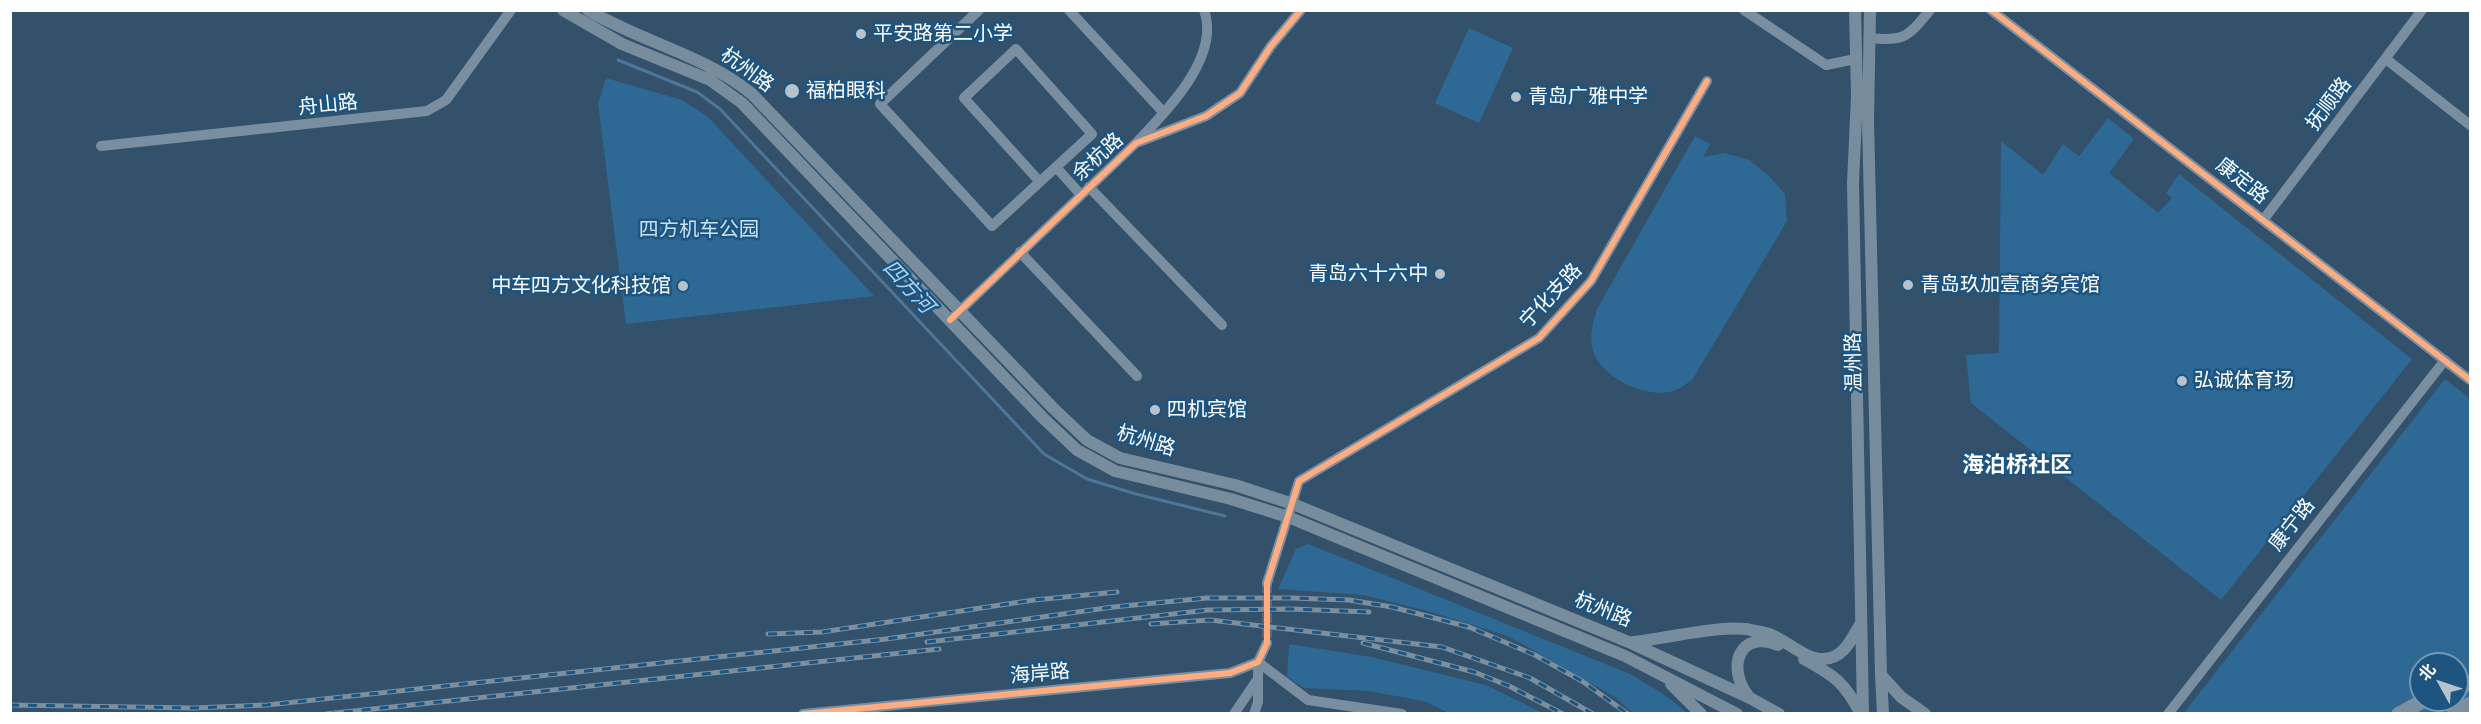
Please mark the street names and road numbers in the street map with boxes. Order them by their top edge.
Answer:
street label: 杭州路 [716,43,778,97]
street label: 抚顺路 [2301,73,2357,135]
street label: 舟山路 [297,90,359,120]
street label: 余杭路 [1068,128,1128,186]
street label: 康定路 [2211,153,2273,209]
street label: 宁化支路 [1515,259,1587,333]
street label: 温州路 [1841,332,1867,392]
street label: 杭州路 [1114,421,1178,461]
street label: 康宁路 [2264,494,2320,556]
street label: 杭州路 [1571,588,1635,632]
street label: 海岸路 [1009,659,1071,689]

> _DIRECTIONS_
Please leave the images out and retype the rest of the material exactly.

> _RESPONSE TO THIS TASK_
Please mark the street names and road numbers in the street map with boxes. Order them by their top edge.
Answer:
street label: 杭州路 [716,43,778,97]
street label: 抚顺路 [2301,73,2357,135]
street label: 舟山路 [297,90,359,120]
street label: 余杭路 [1068,128,1128,186]
street label: 康定路 [2211,153,2273,209]
street label: 宁化支路 [1515,259,1587,333]
street label: 温州路 [1841,332,1867,392]
street label: 杭州路 [1114,421,1178,461]
street label: 康宁路 [2264,494,2320,556]
street label: 杭州路 [1571,588,1635,632]
street label: 海岸路 [1009,659,1071,689]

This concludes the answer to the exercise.